→ SOURCE DATA
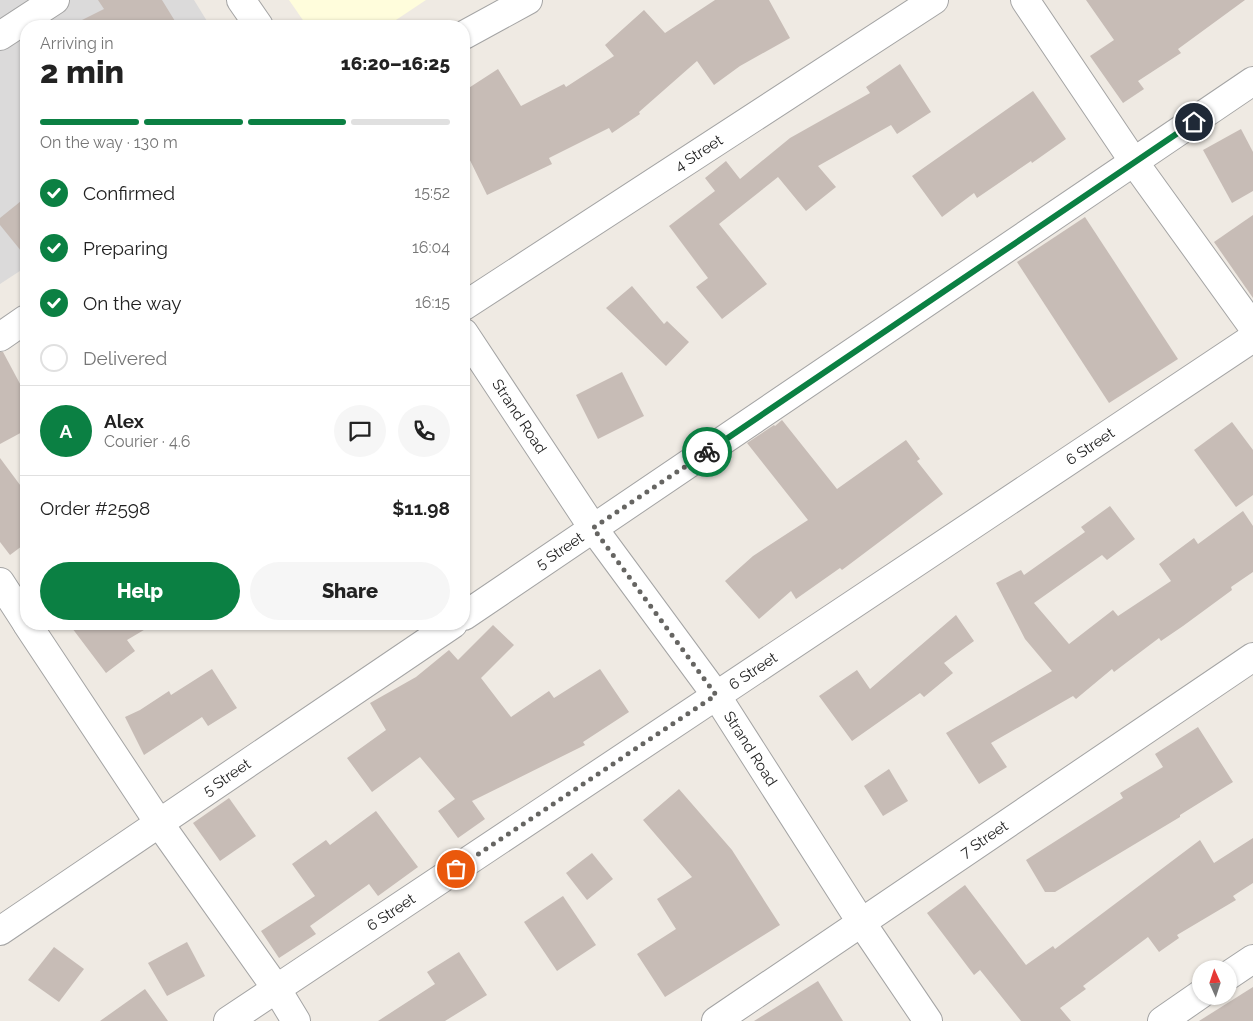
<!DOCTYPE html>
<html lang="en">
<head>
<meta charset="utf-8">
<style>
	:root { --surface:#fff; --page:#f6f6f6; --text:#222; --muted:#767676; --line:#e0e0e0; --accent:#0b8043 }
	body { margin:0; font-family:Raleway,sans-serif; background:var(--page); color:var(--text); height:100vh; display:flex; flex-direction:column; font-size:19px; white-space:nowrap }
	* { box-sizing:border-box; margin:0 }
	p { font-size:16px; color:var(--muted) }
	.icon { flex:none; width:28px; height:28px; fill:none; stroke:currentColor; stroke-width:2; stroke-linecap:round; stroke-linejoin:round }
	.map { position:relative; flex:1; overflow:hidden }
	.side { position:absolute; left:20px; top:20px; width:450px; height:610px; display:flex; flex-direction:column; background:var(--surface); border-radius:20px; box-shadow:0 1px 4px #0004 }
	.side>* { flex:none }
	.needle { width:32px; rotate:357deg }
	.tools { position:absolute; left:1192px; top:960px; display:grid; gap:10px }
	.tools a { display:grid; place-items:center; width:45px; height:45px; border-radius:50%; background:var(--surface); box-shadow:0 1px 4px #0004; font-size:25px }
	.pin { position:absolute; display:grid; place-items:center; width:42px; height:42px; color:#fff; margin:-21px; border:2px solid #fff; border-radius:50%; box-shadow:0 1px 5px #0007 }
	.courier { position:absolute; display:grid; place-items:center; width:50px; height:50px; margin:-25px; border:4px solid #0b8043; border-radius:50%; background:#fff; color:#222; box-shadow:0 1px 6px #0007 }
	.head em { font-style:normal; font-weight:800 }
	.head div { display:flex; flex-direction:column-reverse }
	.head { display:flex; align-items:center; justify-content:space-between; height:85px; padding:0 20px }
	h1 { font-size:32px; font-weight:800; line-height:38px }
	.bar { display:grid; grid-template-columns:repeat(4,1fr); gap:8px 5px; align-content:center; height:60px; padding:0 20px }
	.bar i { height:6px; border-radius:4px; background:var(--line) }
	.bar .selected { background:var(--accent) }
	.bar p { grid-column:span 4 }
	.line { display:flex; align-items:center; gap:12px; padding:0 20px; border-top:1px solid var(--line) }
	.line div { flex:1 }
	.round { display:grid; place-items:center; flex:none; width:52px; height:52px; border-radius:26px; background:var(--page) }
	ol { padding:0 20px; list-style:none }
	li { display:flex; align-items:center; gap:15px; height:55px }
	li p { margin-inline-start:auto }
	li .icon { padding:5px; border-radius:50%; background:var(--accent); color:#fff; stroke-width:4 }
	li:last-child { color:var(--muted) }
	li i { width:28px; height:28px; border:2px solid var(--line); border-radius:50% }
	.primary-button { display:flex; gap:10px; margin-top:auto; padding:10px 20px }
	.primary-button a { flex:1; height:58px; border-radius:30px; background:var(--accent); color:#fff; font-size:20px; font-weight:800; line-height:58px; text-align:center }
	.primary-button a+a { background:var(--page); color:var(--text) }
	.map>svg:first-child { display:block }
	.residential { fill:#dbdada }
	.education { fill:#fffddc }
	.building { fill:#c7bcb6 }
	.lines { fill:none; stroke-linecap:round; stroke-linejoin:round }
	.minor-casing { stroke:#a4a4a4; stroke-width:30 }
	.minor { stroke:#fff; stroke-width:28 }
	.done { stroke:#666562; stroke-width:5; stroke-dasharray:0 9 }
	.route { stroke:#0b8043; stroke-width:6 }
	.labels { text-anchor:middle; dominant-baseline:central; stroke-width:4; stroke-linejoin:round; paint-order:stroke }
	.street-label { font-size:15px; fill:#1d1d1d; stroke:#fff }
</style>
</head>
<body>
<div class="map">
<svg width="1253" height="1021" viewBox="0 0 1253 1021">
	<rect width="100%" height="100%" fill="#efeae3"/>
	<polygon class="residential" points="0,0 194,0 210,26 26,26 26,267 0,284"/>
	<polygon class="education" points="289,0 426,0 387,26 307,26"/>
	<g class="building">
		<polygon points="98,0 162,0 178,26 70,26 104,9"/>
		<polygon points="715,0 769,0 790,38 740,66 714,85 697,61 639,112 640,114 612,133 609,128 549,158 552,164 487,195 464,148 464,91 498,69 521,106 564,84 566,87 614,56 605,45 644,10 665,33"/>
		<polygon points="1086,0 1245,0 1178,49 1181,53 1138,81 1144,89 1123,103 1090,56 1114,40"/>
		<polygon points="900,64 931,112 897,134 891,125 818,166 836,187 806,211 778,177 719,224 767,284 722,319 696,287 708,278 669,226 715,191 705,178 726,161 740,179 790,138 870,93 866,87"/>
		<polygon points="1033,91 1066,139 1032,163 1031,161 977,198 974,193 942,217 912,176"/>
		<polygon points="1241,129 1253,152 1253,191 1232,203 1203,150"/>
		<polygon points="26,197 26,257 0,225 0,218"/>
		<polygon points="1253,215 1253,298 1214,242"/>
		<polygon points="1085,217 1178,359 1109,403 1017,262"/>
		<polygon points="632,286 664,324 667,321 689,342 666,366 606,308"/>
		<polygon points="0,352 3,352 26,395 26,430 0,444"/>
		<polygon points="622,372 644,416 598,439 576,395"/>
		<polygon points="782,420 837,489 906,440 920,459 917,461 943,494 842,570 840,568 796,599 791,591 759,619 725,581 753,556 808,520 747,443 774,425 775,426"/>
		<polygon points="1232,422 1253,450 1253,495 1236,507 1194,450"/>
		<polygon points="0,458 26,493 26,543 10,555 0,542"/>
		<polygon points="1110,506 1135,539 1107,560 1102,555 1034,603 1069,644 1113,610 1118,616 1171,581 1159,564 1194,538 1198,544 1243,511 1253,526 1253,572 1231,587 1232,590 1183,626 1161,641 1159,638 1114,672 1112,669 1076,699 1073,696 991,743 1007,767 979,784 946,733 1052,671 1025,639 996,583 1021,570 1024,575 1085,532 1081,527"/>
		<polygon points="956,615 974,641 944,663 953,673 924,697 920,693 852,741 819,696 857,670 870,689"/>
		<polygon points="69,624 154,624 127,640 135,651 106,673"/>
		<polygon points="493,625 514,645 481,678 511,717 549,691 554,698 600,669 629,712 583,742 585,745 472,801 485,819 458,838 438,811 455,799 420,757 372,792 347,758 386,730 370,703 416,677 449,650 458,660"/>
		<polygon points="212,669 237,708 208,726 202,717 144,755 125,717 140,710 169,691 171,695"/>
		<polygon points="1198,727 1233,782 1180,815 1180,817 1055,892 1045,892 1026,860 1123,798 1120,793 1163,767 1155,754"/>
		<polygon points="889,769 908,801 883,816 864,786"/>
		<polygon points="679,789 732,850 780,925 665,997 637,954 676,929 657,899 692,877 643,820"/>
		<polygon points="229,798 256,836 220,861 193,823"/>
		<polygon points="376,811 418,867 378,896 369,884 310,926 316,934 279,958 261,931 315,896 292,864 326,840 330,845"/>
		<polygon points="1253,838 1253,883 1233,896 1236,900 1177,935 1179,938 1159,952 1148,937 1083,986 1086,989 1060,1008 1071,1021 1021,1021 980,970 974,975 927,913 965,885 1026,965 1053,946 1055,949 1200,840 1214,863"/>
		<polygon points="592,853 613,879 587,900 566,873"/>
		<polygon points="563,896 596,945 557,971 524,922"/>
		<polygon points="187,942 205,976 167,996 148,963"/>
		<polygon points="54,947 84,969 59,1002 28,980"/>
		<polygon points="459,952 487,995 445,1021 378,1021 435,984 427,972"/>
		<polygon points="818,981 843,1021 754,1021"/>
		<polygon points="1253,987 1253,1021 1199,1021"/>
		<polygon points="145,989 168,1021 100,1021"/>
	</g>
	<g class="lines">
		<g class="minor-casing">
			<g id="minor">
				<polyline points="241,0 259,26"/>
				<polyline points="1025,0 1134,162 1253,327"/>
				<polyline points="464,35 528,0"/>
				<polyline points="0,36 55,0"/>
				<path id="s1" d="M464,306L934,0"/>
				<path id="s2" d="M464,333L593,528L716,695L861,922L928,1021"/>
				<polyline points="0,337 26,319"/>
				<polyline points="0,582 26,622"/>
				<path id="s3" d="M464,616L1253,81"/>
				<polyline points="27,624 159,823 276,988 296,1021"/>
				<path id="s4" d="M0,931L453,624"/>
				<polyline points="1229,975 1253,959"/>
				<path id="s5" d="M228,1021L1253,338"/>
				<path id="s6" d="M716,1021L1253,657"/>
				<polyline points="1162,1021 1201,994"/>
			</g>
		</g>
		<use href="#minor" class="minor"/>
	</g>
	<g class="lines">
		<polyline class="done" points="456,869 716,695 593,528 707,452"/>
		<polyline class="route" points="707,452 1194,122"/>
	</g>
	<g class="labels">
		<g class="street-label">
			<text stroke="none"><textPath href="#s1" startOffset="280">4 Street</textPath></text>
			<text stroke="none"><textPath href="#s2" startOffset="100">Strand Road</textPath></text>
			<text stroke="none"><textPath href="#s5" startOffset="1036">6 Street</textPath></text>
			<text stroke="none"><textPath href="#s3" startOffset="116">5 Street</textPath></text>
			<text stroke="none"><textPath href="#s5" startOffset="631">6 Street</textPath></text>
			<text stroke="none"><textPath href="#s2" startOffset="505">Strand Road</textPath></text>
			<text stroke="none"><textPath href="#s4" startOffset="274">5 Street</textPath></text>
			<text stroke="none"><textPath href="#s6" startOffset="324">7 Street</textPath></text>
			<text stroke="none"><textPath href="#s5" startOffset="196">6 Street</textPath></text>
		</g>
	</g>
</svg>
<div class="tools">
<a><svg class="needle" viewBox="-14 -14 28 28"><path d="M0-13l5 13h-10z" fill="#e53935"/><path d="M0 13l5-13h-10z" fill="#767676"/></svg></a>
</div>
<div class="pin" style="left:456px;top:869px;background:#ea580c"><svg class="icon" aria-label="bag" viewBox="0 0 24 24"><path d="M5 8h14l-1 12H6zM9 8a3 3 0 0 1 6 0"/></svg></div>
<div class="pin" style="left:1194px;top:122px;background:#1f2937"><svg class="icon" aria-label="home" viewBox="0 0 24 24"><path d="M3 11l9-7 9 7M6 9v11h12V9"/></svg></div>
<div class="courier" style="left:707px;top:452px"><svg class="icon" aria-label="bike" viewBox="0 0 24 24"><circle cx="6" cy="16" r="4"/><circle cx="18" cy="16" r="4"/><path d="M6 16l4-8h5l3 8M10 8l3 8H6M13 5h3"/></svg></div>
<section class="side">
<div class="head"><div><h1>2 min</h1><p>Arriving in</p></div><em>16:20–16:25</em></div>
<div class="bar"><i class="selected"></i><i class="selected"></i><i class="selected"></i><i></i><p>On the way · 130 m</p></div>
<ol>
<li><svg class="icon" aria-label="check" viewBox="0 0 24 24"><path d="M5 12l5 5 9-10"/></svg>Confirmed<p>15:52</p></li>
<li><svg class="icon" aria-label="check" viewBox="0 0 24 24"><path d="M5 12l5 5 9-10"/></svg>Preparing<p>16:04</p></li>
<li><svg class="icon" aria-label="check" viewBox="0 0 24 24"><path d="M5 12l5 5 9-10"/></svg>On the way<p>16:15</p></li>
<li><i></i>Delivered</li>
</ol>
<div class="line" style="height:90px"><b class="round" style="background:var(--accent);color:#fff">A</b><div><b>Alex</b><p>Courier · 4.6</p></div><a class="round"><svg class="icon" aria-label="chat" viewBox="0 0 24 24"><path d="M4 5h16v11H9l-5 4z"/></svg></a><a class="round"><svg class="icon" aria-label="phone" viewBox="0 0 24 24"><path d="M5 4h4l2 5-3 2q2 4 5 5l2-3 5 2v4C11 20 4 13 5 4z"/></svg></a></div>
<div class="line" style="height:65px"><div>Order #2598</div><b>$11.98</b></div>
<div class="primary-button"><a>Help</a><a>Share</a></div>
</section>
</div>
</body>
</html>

→ TASK DESCRIPTION
Go to the line with "664,324 667,321 689,342" in the entries above and repeat every line from there through the line with "26,493 26,543 10,555", exactly and with no other text.

→ FINISHED TASK
		<polygon points="632,286 664,324 667,321 689,342 666,366 606,308"/>
		<polygon points="0,352 3,352 26,395 26,430 0,444"/>
		<polygon points="622,372 644,416 598,439 576,395"/>
		<polygon points="782,420 837,489 906,440 920,459 917,461 943,494 842,570 840,568 796,599 791,591 759,619 725,581 753,556 808,520 747,443 774,425 775,426"/>
		<polygon points="1232,422 1253,450 1253,495 1236,507 1194,450"/>
		<polygon points="0,458 26,493 26,543 10,555 0,542"/>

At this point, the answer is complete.